=== Section Start ===
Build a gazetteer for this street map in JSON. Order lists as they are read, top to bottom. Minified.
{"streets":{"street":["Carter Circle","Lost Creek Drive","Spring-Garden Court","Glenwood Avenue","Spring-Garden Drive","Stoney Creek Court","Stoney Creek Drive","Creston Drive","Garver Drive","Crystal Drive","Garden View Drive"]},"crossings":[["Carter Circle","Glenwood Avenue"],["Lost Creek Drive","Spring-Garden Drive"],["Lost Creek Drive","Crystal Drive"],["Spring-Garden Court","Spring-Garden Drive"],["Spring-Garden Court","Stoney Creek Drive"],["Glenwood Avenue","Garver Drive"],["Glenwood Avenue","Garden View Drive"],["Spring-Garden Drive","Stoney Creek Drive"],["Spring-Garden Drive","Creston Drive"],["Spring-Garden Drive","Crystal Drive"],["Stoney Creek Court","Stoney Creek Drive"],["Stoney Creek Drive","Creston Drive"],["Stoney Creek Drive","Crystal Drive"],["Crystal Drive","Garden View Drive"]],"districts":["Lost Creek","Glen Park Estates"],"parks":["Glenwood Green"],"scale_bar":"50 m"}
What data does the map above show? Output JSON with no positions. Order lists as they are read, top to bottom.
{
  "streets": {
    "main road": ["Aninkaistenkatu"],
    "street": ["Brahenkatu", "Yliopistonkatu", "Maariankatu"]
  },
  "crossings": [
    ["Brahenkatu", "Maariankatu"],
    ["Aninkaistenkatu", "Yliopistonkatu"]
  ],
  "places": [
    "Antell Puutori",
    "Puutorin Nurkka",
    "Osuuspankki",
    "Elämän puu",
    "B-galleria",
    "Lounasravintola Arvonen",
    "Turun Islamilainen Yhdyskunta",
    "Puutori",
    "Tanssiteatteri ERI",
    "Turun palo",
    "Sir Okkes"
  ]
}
=== Section End ===
Where does "they" occur in the data? Copy each line that has it.

Build a gazetteer for this street map in JSON. Order lists as they are read, top to bottom. Minified.
What data does the map above show? Output JSON with no positions. Order lists as they are read, top to bottom.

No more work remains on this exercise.